━━ INFORMATION SHOWN ━━

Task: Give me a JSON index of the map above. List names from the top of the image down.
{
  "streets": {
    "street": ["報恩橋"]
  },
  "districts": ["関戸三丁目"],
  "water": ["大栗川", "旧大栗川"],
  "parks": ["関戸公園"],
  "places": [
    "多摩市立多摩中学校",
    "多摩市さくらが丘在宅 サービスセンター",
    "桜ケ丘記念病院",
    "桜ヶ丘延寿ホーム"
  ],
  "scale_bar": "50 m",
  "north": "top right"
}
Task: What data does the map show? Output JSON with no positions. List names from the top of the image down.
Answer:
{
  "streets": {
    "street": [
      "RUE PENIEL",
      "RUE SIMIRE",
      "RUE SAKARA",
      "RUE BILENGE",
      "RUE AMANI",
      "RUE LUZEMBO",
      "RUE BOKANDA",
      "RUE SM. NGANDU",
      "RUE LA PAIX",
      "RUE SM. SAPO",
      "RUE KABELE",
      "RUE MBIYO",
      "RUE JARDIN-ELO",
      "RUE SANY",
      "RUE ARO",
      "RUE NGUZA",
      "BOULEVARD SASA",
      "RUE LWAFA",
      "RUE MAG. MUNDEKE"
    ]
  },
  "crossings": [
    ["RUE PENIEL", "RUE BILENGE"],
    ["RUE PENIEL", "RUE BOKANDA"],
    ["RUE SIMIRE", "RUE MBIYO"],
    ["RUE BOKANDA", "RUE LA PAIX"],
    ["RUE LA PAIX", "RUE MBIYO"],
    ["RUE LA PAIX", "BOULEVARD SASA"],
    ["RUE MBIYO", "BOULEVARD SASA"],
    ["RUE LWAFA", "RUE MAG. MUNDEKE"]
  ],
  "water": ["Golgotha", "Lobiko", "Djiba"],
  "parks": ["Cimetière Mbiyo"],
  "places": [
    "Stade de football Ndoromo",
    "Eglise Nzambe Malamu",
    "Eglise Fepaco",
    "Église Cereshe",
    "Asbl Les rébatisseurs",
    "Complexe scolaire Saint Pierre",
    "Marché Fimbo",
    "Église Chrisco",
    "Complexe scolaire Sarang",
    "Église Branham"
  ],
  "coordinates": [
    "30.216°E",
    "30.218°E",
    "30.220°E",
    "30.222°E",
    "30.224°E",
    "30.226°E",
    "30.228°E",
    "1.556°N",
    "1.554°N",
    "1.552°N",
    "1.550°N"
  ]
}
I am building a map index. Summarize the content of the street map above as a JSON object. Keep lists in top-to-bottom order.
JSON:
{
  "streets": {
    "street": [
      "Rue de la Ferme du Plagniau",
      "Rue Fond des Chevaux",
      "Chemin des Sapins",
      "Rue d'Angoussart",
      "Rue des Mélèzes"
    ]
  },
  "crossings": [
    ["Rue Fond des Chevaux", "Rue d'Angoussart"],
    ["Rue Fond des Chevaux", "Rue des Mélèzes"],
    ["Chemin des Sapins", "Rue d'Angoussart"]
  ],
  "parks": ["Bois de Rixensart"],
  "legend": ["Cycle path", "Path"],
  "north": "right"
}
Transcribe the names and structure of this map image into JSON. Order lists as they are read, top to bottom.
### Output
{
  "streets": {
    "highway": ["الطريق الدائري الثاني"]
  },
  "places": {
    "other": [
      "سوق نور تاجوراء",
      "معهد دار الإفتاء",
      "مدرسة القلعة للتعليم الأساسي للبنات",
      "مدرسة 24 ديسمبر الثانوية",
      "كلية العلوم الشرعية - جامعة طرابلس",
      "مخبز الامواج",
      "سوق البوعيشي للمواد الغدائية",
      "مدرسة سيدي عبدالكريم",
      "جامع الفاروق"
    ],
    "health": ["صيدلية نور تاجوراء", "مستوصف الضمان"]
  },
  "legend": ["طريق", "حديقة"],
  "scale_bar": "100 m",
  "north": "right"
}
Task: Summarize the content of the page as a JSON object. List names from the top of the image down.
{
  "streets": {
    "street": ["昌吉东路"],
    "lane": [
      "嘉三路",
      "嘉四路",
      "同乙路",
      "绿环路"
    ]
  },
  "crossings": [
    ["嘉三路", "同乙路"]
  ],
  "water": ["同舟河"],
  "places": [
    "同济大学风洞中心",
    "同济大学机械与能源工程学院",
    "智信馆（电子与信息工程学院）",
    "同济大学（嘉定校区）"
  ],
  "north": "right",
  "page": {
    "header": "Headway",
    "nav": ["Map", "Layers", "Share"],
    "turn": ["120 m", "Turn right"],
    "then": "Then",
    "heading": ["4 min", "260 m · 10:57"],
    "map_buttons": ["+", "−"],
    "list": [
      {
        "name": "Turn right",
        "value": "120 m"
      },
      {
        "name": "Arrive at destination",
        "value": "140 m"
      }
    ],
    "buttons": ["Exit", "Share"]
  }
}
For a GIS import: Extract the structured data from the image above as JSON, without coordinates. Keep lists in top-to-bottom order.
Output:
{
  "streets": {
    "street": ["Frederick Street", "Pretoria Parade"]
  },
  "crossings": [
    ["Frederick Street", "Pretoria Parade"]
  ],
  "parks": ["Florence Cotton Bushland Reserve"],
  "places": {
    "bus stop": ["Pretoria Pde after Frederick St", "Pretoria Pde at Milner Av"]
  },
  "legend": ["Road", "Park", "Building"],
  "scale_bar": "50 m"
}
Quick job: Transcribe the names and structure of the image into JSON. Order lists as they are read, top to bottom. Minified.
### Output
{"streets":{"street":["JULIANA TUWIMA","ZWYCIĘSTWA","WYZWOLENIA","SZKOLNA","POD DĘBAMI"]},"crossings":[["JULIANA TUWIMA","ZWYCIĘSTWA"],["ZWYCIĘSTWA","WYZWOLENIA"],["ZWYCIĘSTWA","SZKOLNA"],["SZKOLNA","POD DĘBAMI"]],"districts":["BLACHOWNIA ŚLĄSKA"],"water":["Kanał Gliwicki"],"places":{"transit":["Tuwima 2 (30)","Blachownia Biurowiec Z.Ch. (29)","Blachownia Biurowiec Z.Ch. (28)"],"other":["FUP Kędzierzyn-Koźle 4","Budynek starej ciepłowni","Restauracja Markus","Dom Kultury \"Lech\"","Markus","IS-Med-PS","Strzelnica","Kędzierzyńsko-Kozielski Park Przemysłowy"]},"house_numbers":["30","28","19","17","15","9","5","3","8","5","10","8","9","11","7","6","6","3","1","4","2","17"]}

━━━

◆ WHAT YOU SHOULD DO ◆
All lines from the beginning of the entries through the line marked "Task: What data" are to be output exactly; nothing else belongs in the answer.

◆ EXERCISE RESPONSE ◆
Task: Give me a JSON index of the map above. List names from the top of the image down.
{
  "streets": {
    "street": ["報恩橋"]
  },
  "districts": ["関戸三丁目"],
  "water": ["大栗川", "旧大栗川"],
  "parks": ["関戸公園"],
  "places": [
    "多摩市立多摩中学校",
    "多摩市さくらが丘在宅 サービスセンター",
    "桜ケ丘記念病院",
    "桜ヶ丘延寿ホーム"
  ],
  "scale_bar": "50 m",
  "north": "top right"
}
Task: What data does the map show? Output JSON with no positions. List names from the top of the image down.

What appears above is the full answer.